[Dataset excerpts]
"""

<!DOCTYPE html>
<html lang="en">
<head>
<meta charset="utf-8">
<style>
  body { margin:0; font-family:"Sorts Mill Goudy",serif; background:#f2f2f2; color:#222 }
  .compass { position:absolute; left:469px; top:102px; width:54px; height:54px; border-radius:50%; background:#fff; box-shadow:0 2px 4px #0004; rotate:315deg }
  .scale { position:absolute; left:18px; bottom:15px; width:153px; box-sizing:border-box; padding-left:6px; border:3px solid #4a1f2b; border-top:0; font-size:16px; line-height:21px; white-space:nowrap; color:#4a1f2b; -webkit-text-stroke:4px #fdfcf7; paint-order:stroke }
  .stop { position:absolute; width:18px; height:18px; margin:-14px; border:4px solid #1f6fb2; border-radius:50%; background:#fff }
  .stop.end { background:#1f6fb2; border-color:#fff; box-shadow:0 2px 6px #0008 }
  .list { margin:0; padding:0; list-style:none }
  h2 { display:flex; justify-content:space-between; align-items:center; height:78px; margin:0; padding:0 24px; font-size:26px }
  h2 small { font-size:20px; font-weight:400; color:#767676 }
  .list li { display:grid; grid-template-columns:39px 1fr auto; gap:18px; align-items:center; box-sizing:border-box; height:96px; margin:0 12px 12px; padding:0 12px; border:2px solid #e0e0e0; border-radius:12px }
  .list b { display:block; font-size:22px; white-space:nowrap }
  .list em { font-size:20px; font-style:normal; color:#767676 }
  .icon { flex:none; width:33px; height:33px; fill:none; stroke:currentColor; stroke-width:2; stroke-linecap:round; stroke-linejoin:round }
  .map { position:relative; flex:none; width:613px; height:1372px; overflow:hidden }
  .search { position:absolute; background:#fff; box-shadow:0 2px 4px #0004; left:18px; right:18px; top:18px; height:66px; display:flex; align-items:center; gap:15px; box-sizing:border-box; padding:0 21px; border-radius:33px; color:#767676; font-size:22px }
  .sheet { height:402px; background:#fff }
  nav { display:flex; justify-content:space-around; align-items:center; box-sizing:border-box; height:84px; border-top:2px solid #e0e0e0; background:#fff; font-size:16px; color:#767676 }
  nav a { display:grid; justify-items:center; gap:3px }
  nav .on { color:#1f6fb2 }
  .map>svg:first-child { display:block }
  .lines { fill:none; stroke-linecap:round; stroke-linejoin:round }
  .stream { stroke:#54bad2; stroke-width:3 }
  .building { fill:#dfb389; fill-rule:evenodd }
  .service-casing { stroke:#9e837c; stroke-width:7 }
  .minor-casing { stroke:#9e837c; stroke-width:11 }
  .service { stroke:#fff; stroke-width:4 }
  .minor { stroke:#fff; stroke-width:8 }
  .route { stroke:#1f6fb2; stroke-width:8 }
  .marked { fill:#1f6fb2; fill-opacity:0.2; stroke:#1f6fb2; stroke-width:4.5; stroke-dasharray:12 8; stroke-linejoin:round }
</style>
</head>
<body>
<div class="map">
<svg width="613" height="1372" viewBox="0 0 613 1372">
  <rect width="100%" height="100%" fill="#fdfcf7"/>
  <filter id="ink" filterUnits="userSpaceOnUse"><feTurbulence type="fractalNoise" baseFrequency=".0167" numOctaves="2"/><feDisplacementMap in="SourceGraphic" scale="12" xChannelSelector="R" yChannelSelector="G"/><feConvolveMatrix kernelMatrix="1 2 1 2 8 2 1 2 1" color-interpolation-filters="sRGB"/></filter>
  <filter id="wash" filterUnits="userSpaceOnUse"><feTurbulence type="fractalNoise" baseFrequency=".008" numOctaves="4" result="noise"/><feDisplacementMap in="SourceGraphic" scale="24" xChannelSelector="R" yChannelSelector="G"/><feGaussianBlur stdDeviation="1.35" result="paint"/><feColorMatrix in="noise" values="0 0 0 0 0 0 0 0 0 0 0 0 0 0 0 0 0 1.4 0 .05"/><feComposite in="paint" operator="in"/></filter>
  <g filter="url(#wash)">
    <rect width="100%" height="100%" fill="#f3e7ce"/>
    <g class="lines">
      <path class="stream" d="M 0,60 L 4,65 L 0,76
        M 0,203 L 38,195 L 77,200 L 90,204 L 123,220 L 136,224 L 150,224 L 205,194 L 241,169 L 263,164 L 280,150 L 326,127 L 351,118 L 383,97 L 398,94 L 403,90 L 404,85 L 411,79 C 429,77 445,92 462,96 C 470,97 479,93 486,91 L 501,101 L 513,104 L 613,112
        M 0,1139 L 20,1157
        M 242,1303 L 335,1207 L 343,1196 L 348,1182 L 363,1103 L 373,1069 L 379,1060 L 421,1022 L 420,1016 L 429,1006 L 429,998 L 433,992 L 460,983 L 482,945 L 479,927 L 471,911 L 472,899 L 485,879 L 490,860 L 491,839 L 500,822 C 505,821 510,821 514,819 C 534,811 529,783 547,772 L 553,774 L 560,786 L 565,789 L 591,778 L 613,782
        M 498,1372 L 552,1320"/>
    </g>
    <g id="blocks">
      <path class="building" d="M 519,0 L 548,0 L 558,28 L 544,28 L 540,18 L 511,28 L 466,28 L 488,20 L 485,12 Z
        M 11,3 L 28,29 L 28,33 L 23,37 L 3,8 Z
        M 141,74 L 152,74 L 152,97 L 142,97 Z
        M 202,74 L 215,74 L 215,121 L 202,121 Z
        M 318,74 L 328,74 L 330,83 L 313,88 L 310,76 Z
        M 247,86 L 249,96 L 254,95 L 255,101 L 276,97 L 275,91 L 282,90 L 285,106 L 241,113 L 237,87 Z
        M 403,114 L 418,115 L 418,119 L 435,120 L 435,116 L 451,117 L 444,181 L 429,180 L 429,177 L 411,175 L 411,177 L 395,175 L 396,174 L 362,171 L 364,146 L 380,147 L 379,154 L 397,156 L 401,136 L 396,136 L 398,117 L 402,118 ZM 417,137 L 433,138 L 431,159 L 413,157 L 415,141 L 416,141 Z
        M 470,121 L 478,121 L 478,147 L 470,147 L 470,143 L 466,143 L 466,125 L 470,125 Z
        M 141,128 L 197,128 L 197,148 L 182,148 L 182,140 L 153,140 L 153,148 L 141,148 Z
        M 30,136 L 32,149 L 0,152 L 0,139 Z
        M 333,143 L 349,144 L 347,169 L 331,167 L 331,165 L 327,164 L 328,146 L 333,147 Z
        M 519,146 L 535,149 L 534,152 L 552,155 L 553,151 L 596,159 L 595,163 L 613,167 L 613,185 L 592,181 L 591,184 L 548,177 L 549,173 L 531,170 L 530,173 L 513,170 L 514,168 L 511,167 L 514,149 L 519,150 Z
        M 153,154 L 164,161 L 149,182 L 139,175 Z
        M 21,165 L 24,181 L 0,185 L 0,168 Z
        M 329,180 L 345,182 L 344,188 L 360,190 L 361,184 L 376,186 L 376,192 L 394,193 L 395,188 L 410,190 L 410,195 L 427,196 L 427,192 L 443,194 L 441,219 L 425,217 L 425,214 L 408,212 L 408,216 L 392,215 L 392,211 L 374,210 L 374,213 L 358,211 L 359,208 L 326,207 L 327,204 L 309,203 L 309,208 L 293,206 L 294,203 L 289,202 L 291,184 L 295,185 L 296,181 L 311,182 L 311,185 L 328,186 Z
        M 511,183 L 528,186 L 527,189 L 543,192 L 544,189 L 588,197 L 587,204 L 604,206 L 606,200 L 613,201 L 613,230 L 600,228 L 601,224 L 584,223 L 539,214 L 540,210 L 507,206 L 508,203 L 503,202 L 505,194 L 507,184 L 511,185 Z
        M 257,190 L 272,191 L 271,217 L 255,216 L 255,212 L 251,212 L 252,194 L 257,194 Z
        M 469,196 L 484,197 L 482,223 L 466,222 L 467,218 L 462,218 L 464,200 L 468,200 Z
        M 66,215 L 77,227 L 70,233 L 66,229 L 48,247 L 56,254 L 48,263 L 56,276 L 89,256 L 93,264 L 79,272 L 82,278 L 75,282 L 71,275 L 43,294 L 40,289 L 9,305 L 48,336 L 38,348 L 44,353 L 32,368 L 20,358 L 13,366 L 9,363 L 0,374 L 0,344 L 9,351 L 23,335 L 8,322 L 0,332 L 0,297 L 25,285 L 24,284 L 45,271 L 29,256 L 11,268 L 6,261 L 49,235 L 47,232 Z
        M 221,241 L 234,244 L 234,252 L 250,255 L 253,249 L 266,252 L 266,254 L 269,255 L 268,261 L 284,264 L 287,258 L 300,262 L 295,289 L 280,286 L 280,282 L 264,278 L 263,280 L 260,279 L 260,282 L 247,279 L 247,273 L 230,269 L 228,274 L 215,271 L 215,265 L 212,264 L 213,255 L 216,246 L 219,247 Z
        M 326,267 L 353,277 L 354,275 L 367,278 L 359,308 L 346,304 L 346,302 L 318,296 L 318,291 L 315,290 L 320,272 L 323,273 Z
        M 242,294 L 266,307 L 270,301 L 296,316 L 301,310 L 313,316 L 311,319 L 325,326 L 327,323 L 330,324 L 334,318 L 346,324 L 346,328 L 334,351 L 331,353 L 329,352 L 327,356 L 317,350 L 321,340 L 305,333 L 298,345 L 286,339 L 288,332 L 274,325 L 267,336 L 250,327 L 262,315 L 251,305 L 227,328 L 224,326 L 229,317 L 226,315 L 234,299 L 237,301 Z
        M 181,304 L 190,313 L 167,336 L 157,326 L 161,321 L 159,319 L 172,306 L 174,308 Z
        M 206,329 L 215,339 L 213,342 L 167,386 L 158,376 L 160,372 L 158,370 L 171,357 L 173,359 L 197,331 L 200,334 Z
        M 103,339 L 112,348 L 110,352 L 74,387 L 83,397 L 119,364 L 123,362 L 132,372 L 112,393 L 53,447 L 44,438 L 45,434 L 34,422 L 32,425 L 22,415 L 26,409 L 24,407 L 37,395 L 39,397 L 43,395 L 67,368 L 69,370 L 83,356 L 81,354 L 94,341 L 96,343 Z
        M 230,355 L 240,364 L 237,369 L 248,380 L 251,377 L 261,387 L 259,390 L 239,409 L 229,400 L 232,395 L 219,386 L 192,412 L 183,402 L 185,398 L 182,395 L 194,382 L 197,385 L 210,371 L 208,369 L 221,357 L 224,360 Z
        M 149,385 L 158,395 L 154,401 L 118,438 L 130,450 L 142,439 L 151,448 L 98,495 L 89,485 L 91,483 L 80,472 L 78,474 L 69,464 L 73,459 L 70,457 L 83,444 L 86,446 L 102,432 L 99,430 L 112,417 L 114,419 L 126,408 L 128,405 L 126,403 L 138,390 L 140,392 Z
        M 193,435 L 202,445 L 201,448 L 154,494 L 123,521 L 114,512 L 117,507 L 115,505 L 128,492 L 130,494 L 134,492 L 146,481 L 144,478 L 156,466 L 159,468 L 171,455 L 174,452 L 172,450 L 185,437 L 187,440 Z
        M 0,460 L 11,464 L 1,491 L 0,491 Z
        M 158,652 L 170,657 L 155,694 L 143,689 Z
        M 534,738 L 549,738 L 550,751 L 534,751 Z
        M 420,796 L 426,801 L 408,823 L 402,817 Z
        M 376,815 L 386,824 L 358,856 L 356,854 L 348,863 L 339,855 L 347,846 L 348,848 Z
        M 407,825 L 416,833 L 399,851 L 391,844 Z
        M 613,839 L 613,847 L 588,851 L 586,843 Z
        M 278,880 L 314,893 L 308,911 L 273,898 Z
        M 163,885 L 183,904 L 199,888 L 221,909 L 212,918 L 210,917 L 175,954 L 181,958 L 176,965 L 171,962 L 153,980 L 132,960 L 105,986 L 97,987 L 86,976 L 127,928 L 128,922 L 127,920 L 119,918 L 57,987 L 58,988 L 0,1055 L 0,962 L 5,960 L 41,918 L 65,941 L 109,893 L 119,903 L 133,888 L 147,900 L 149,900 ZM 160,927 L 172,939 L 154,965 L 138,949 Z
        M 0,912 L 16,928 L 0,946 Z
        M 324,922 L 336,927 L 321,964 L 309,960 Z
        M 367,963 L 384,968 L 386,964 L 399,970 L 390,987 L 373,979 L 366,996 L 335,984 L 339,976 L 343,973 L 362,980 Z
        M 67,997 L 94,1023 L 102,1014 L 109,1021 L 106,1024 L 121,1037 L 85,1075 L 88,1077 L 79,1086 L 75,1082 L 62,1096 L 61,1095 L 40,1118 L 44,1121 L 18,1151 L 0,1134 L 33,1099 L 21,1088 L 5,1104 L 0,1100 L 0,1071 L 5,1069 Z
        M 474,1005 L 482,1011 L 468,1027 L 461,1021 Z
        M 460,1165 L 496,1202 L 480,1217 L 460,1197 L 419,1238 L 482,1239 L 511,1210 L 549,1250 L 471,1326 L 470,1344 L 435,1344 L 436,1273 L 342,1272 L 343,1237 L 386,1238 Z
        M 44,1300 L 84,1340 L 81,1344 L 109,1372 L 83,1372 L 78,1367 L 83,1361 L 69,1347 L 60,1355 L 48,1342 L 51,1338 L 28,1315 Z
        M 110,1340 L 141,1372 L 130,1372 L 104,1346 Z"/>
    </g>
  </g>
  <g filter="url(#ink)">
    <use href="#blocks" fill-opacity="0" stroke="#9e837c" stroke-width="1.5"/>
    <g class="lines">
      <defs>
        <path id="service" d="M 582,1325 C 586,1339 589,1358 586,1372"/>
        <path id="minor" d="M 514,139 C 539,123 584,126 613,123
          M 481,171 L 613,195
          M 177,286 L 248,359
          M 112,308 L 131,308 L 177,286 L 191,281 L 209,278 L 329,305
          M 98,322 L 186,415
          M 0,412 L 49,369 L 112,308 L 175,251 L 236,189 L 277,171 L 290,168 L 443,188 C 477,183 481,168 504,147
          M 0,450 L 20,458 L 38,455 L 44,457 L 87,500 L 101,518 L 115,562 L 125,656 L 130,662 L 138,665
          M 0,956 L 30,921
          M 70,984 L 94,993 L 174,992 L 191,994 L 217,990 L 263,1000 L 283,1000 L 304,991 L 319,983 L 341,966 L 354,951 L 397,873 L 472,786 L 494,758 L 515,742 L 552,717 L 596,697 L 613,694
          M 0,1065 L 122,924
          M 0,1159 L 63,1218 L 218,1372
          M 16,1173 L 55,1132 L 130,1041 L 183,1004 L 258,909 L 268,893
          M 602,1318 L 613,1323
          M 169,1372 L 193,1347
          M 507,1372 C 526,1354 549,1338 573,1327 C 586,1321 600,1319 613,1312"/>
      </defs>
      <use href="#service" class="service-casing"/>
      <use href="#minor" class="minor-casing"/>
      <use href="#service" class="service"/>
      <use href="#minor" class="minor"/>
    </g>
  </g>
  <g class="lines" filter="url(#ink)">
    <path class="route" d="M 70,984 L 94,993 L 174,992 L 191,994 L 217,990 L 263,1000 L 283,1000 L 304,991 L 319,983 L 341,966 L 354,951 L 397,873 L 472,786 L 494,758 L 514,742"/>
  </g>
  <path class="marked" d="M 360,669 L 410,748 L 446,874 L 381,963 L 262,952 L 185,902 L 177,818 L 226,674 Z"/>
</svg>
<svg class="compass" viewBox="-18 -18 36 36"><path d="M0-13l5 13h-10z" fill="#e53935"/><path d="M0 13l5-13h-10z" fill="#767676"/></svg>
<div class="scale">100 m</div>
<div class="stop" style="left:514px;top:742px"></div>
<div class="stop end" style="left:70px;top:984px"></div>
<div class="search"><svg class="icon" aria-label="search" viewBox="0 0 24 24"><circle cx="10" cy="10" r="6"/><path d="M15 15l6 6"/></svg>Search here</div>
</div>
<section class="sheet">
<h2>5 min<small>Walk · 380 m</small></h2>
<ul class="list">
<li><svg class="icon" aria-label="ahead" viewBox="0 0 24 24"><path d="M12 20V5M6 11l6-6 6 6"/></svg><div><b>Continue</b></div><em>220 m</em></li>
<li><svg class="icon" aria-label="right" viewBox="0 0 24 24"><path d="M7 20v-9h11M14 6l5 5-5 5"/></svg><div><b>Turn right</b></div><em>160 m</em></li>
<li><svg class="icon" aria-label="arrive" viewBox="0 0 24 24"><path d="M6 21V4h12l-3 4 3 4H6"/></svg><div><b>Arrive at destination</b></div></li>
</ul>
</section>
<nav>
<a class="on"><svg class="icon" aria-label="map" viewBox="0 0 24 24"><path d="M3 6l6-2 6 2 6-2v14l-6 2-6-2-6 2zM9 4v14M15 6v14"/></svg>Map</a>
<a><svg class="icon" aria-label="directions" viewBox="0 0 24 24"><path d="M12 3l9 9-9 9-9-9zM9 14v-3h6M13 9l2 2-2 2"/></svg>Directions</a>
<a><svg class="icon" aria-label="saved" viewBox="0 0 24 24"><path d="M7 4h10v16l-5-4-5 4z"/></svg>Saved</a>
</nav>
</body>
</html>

"""
"""

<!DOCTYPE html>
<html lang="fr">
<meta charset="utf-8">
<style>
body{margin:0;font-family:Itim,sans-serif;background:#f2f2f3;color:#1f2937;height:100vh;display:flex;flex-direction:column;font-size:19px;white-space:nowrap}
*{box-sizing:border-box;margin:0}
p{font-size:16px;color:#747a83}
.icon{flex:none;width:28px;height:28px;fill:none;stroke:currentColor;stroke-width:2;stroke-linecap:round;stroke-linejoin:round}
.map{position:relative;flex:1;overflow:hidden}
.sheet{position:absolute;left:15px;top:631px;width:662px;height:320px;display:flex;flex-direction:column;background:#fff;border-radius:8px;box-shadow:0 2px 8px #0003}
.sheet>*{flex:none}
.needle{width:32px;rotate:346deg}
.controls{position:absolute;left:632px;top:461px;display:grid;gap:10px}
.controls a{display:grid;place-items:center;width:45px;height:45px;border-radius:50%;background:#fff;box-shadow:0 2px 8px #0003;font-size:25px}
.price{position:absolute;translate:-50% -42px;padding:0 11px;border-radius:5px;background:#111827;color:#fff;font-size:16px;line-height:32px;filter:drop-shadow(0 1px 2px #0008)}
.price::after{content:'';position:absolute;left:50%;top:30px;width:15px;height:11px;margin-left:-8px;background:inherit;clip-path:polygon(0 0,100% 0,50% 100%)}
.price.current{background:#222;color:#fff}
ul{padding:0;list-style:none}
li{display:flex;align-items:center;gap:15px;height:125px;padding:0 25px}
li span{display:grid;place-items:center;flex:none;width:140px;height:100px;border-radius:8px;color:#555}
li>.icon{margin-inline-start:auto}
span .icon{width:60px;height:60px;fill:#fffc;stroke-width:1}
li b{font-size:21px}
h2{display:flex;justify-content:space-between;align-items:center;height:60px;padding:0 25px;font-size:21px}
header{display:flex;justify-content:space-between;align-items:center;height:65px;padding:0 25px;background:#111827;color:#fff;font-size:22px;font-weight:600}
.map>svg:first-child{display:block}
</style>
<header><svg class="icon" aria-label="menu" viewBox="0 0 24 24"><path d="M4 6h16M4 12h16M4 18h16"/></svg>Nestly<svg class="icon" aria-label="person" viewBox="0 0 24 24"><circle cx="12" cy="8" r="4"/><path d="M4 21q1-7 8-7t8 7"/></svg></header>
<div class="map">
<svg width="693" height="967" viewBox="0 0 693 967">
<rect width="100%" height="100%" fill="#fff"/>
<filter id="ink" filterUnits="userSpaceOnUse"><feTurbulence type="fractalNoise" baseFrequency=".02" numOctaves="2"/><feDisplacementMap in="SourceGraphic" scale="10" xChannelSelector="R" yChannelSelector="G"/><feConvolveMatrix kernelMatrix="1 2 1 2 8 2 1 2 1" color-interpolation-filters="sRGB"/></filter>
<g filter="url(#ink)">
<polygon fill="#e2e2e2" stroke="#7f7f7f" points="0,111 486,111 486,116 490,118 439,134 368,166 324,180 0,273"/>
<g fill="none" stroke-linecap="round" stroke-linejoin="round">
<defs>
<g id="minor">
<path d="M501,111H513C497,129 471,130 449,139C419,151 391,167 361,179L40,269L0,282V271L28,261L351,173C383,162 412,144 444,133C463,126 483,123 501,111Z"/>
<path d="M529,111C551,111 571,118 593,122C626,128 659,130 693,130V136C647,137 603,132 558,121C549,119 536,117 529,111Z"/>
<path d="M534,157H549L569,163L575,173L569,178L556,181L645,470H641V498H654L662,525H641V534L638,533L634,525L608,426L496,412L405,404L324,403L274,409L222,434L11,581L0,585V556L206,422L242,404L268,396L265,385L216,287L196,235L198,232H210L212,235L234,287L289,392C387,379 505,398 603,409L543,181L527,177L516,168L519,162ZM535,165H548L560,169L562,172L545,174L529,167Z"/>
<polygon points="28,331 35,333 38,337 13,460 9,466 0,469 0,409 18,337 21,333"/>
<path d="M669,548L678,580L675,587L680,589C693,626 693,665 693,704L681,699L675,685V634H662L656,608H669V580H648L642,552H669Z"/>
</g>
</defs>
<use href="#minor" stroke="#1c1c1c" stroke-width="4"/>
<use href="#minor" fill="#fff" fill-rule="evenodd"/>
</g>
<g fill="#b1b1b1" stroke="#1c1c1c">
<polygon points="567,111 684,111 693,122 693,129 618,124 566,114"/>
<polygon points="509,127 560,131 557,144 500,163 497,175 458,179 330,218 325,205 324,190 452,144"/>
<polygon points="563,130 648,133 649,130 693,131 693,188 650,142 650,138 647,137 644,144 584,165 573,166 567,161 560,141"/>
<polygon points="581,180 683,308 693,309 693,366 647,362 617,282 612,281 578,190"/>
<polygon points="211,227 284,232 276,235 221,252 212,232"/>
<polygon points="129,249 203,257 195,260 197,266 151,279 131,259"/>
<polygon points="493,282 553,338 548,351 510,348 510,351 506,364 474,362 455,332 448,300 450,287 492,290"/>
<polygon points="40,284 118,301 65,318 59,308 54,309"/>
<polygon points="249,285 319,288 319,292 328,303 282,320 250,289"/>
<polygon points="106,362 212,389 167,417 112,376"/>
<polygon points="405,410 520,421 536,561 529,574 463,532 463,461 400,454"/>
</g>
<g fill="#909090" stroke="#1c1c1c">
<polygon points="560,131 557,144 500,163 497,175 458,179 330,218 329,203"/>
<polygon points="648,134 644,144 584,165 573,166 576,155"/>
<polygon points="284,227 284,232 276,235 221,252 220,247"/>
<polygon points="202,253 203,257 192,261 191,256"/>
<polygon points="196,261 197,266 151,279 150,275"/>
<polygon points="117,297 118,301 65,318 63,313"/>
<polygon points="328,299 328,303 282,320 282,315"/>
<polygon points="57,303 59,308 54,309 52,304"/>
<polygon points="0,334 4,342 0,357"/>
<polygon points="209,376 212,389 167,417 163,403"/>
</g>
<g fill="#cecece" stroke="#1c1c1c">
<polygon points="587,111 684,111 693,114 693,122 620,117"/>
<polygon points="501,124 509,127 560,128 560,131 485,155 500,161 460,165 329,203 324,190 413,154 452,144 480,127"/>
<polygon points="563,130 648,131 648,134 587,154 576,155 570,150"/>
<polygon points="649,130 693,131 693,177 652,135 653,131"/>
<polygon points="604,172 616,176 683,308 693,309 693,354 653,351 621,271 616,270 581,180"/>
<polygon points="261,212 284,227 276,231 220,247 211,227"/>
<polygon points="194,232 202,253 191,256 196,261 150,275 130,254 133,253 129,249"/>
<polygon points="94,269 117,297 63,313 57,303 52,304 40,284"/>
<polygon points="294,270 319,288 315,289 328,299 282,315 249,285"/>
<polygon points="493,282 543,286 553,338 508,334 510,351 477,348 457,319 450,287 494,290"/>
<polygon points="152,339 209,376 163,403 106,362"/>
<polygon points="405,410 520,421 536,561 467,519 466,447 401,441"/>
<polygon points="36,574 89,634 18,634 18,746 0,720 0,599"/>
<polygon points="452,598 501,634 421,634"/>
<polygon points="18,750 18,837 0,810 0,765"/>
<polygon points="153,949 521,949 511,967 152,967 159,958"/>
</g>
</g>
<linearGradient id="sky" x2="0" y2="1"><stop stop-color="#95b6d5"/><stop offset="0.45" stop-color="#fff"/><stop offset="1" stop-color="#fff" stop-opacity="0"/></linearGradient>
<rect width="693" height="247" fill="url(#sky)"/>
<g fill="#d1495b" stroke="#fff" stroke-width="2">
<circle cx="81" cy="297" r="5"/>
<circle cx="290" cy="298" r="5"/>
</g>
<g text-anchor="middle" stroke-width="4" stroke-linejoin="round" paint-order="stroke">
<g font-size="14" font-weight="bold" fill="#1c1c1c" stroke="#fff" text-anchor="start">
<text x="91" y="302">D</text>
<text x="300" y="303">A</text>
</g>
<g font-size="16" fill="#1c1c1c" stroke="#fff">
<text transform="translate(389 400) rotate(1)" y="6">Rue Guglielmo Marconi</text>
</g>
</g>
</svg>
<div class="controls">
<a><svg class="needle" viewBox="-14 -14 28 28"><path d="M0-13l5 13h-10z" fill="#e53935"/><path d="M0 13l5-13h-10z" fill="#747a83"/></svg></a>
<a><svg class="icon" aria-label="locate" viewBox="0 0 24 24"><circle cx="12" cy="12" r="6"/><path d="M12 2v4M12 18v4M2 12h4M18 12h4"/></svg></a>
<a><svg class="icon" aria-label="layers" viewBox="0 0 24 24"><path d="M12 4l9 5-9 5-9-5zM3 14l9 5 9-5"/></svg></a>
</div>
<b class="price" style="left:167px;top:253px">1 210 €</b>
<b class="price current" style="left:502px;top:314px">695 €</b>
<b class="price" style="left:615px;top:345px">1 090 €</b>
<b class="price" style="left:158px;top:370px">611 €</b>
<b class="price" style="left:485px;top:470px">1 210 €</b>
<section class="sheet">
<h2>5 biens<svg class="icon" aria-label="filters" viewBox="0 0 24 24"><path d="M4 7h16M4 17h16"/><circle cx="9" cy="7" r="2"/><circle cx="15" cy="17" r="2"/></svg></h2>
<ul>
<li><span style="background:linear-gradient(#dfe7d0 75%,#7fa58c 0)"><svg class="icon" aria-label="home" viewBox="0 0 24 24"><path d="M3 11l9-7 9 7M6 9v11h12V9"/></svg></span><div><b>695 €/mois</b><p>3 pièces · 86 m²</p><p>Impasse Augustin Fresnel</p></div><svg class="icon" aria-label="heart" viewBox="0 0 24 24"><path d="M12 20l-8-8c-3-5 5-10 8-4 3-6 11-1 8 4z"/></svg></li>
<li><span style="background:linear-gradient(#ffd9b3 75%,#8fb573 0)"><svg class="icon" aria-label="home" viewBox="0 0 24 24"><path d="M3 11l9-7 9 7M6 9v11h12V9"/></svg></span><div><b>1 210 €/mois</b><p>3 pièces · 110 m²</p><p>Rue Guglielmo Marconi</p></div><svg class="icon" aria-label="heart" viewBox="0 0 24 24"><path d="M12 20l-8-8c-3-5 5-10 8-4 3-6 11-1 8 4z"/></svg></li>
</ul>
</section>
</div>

"""

• **Action item**: Return every line of the records in which the word "start" is found.

• **Output**:
li>.icon{margin-inline-start:auto}
<g font-size="14" font-weight="bold" fill="#1c1c1c" stroke="#fff" text-anchor="start">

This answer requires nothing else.